> EXERCISE PROMPT
Using the listing below, return each line exactly as it reads.

---------- DATA FOR REVIEW

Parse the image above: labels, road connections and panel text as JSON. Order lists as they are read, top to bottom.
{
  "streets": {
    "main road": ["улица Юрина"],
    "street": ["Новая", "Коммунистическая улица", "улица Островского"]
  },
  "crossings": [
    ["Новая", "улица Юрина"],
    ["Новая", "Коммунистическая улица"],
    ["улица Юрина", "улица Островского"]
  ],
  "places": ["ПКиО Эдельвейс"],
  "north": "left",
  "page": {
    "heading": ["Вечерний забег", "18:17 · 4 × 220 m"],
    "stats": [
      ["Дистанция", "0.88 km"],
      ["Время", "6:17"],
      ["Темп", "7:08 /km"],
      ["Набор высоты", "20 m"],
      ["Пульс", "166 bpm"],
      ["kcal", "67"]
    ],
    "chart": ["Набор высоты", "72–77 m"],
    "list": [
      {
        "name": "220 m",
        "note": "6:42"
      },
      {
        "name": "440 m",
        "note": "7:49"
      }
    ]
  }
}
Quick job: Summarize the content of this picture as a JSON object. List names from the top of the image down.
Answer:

--------------------

> RESULT
Parse the image above: labels, road connections and panel text as JSON. Order lists as they are read, top to bottom.
{
  "streets": {
    "main road": ["улица Юрина"],
    "street": ["Новая", "Коммунистическая улица", "улица Островского"]
  },
  "crossings": [
    ["Новая", "улица Юрина"],
    ["Новая", "Коммунистическая улица"],
    ["улица Юрина", "улица Островского"]
  ],
  "places": ["ПКиО Эдельвейс"],
  "north": "left",
  "page": {
    "heading": ["Вечерний забег", "18:17 · 4 × 220 m"],
    "stats": [
      ["Дистанция", "0.88 km"],
      ["Время", "6:17"],
      ["Темп", "7:08 /km"],
      ["Набор высоты", "20 m"],
      ["Пульс", "166 bpm"],
      ["kcal", "67"]
    ],
    "chart": ["Набор высоты", "72–77 m"],
    "list": [
      {
        "name": "220 m",
        "note": "6:42"
      },
      {
        "name": "440 m",
        "note": "7:49"
      }
    ]
  }
}
Quick job: Summarize the content of this picture as a JSON object. List names from the top of the image down.
Answer:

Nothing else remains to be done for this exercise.